How to complete this task
Go through the listing below and return each line that includes "canvas".

-=-=-

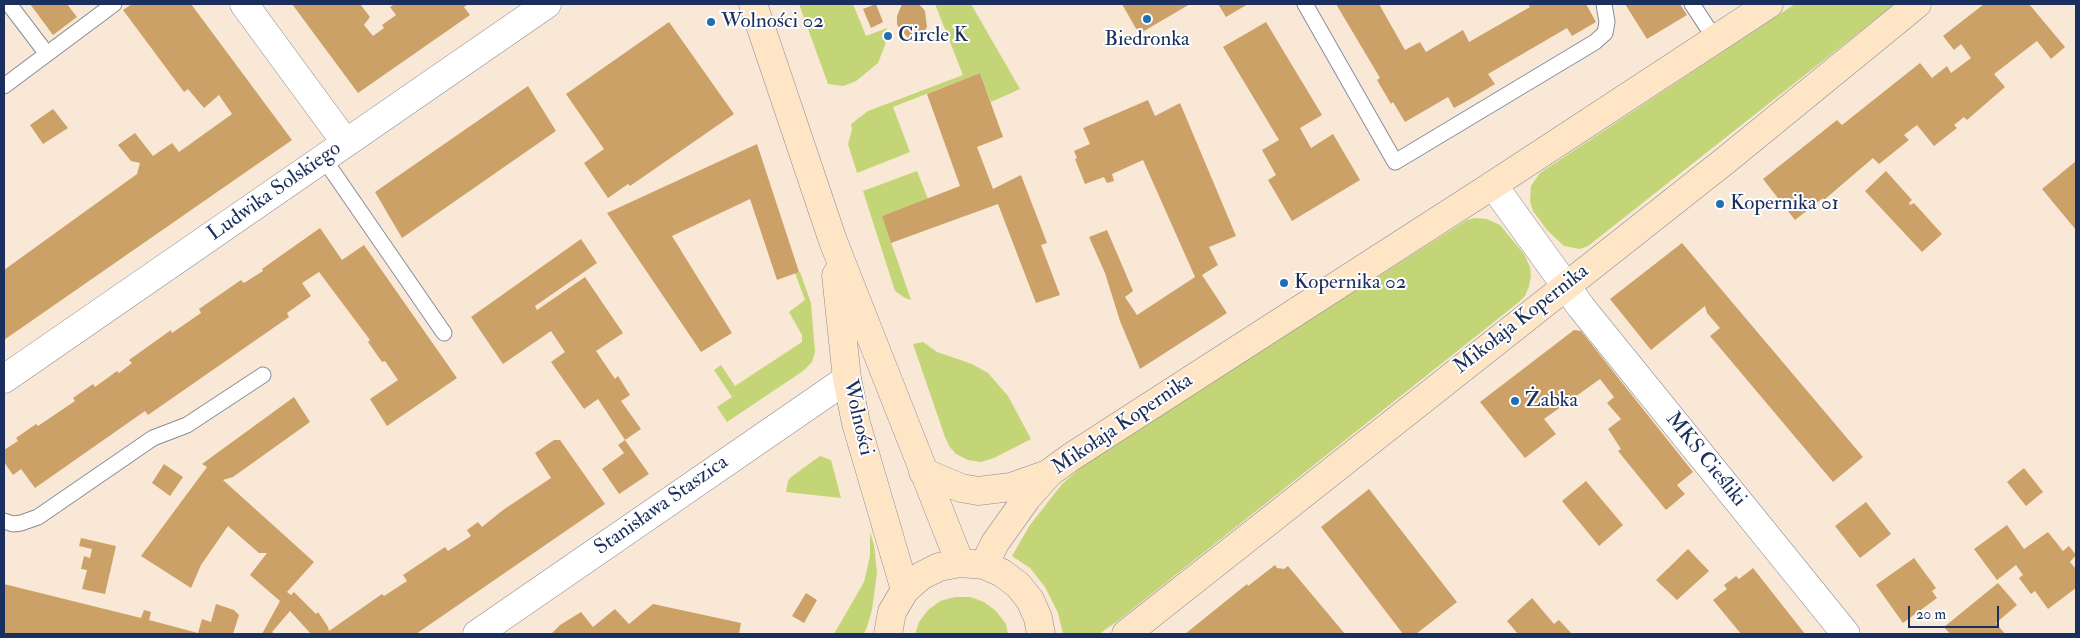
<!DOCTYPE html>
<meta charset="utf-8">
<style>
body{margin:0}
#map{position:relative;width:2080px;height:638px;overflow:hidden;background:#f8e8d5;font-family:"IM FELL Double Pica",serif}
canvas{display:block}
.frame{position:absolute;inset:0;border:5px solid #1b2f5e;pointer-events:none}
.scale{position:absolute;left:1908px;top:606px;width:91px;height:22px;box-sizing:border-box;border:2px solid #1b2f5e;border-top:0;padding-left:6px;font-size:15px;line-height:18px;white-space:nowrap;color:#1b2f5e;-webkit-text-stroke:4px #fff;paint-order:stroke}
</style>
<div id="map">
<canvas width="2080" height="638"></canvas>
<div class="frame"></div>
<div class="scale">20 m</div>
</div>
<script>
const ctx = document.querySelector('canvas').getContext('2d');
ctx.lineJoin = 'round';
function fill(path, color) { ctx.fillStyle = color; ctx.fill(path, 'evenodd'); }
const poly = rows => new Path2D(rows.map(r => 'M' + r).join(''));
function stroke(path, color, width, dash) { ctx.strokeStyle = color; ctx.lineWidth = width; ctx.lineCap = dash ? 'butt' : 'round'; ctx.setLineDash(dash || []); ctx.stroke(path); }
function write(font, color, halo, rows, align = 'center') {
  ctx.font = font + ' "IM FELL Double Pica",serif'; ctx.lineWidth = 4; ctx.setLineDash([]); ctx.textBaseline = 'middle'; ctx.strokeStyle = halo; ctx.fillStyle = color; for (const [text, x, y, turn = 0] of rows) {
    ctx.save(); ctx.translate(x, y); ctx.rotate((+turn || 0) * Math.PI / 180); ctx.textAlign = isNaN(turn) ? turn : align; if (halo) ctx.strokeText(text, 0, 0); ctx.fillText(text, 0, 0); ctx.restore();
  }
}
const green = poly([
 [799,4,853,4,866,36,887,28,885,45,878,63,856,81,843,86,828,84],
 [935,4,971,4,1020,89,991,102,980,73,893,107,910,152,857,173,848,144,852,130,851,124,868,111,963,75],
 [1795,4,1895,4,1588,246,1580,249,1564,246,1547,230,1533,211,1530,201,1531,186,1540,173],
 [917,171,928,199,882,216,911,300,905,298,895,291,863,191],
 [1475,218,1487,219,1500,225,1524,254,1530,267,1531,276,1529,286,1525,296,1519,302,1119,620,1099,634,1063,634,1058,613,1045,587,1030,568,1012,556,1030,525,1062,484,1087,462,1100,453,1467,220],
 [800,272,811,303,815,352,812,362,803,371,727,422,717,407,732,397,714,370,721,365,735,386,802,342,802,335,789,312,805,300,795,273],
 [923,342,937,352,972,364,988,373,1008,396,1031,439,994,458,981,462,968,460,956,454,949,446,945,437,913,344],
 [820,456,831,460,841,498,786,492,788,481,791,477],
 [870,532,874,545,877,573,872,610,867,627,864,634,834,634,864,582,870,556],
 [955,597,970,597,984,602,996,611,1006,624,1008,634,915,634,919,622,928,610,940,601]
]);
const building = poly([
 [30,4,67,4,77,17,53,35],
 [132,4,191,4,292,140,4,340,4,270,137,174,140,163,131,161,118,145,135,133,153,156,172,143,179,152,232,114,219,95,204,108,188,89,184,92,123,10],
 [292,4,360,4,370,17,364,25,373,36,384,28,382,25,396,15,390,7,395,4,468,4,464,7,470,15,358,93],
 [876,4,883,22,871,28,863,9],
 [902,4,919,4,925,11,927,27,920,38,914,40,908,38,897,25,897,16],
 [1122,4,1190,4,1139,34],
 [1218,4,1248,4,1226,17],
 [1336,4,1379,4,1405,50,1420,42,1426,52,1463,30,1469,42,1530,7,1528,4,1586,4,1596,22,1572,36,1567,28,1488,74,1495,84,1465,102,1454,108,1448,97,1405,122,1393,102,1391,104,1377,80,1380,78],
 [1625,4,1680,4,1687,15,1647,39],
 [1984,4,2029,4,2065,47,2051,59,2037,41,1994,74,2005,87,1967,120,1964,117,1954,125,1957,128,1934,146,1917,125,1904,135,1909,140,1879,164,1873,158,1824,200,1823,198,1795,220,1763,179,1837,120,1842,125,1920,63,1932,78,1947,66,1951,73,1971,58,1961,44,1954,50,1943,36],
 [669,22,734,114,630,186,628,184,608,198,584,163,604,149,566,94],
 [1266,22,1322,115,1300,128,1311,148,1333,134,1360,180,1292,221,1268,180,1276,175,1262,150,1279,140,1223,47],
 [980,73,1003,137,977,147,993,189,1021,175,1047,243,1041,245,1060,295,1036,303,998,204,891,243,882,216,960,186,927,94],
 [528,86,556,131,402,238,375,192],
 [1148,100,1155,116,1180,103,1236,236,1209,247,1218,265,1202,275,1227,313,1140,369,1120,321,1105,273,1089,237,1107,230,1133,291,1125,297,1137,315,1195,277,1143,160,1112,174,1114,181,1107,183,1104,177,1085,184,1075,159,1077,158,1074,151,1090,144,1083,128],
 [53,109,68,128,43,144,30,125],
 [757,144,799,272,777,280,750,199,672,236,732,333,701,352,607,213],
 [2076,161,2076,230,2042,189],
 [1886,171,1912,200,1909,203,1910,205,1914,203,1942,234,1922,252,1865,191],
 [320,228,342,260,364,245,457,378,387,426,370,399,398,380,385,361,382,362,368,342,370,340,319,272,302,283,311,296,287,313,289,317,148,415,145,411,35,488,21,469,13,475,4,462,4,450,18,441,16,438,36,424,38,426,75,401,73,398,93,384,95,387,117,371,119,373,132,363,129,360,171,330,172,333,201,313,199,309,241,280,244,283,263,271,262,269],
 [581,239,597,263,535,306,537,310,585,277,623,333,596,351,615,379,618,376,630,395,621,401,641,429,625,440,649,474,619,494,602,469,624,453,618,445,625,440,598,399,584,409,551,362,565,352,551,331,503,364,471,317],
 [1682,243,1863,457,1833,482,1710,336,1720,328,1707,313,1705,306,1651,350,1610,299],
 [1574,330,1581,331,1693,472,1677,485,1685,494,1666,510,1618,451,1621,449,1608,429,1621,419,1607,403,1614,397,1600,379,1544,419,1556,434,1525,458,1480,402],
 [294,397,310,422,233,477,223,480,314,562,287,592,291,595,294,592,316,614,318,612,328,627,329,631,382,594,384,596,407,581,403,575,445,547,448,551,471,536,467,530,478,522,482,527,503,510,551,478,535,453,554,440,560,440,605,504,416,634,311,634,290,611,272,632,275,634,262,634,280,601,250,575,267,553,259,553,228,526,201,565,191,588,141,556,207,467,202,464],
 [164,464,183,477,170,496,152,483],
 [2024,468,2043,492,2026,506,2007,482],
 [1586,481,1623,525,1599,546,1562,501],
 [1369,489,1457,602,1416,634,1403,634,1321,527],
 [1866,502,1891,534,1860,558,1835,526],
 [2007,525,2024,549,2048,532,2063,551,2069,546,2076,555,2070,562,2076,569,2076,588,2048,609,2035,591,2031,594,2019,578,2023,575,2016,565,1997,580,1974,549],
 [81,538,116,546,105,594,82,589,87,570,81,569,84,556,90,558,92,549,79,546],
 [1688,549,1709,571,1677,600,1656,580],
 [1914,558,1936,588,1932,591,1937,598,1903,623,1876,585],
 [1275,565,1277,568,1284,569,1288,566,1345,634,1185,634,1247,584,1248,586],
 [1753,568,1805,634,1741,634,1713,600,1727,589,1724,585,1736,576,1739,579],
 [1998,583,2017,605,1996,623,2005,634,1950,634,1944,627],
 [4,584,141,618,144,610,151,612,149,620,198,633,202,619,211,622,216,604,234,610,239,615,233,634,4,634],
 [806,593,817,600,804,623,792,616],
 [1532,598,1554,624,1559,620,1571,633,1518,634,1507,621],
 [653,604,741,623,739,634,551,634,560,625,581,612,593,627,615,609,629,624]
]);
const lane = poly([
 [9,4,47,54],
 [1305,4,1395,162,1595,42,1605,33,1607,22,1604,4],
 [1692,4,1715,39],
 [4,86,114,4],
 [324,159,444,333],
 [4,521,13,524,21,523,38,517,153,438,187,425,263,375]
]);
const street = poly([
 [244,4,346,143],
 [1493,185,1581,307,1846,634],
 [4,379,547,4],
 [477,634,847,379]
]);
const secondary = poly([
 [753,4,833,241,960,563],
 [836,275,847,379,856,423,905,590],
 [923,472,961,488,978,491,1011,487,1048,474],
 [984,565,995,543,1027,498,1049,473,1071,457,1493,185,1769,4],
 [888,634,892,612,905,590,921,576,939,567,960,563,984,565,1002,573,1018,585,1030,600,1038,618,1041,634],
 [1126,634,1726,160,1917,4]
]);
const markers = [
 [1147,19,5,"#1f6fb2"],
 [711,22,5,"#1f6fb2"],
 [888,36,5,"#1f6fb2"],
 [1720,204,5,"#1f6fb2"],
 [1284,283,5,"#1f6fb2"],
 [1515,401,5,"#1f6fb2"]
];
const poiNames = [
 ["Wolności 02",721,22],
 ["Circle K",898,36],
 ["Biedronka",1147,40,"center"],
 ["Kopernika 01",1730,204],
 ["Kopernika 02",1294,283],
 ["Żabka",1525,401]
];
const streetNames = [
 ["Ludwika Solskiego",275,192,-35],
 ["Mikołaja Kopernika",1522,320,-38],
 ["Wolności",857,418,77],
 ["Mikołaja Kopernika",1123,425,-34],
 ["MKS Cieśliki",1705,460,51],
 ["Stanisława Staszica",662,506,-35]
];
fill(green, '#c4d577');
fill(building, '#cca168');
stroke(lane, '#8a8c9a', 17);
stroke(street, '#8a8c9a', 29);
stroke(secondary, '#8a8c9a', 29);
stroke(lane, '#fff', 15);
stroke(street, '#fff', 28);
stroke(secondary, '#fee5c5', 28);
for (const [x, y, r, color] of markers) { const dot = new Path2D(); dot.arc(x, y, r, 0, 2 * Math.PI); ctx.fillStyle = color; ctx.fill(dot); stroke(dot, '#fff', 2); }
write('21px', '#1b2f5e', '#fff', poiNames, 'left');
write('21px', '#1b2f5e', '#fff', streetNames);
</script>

-=-=-

Exercise output
canvas{display:block}
<canvas width="2080" height="638"></canvas>
const ctx = document.querySelector('canvas').getContext('2d');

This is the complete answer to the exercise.